» EXERCISE BRIEF: Go through the listing below, count the lines that contain "Haus", and state the number alone.
(INPUT RECORDS Opens)
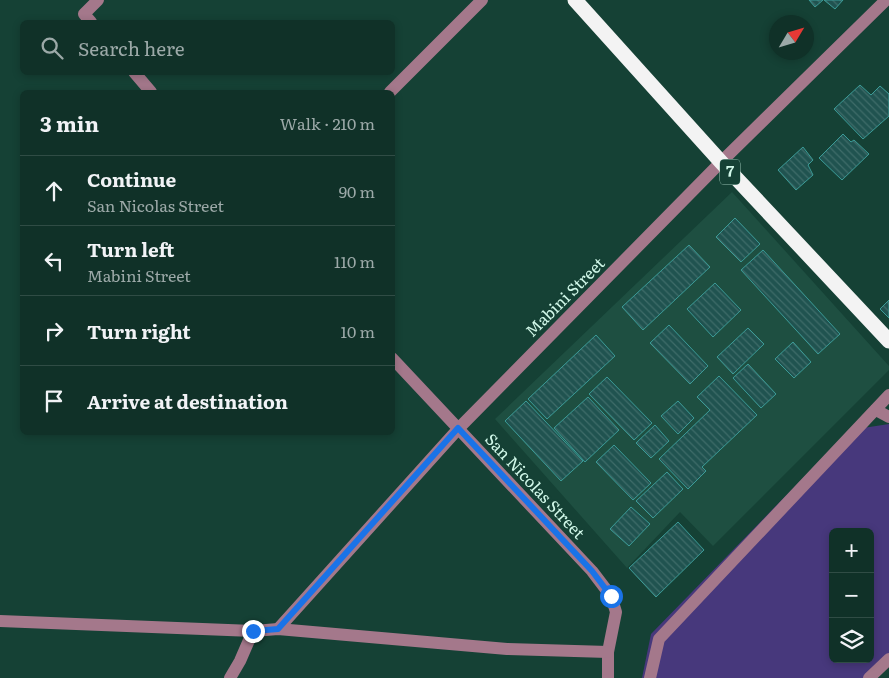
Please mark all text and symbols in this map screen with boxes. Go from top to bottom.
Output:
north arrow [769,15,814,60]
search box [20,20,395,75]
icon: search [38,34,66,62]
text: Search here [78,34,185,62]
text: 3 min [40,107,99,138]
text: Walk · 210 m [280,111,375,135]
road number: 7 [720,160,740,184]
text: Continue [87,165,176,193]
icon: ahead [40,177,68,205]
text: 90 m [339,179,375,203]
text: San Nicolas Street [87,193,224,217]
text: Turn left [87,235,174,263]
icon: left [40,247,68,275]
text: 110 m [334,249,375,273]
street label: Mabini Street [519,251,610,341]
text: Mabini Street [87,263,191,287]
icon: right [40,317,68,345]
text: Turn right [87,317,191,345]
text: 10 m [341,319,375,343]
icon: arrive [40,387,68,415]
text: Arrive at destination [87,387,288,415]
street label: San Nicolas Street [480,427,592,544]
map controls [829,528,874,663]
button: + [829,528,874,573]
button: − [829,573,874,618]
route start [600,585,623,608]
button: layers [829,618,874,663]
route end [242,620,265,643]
(INPUT RECORDS Closes)
(INPUT RECORDS Opens)
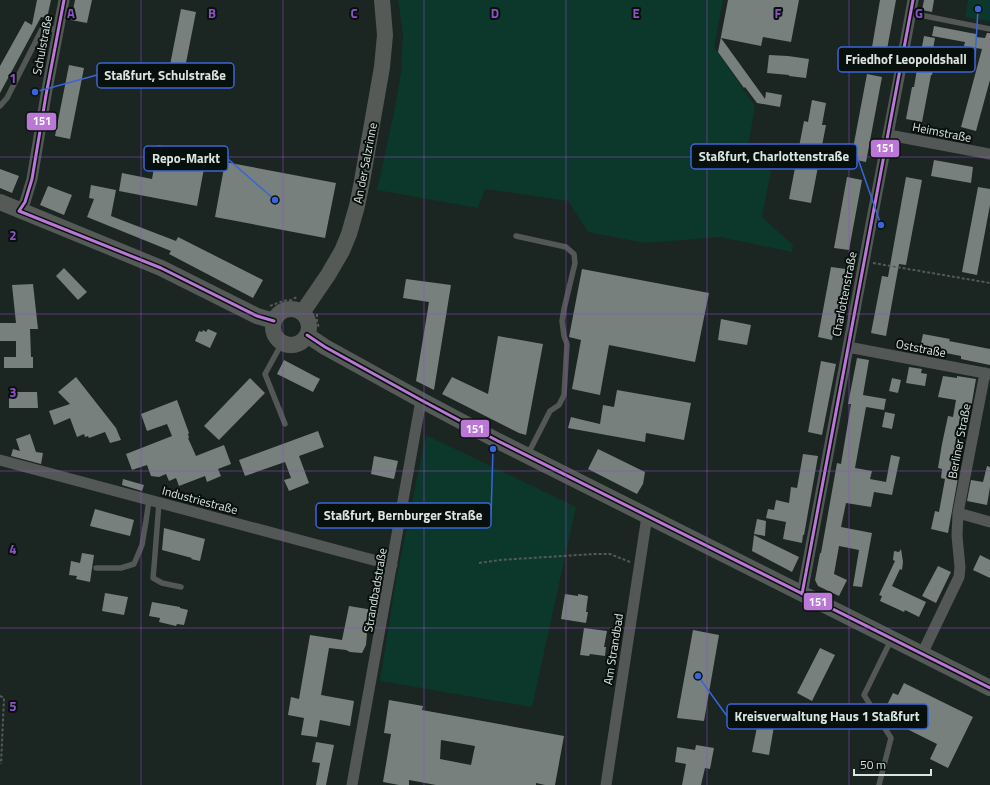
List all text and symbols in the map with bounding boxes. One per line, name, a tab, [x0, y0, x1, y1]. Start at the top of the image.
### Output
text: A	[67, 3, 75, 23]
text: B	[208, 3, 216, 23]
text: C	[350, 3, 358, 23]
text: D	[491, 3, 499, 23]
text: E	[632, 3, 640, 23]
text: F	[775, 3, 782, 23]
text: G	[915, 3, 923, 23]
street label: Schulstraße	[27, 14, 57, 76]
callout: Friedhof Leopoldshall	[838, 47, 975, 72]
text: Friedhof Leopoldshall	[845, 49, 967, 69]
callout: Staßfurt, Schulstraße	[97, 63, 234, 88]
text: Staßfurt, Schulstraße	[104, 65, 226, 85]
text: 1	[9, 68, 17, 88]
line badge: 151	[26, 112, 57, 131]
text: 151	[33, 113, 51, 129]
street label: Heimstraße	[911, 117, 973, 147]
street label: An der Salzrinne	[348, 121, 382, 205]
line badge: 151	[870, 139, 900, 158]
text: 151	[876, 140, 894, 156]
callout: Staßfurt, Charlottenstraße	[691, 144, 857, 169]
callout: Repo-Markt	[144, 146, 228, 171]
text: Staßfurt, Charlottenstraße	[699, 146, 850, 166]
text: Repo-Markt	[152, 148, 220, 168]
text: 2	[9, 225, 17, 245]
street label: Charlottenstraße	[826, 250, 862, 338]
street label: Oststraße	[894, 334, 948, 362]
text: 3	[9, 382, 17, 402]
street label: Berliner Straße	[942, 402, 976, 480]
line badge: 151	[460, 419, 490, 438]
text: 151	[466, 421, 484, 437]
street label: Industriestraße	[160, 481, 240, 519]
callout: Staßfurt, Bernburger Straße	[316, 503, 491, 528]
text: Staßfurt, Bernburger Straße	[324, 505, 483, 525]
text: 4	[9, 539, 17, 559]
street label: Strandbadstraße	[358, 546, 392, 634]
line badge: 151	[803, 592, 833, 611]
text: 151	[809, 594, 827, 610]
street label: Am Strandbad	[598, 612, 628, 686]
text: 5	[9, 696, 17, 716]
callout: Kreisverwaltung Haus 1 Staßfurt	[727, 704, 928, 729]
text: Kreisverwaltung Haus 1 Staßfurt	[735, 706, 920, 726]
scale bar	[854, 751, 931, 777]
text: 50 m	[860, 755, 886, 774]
(INPUT RECORDS Closes)
» RESPONSE BOX: 2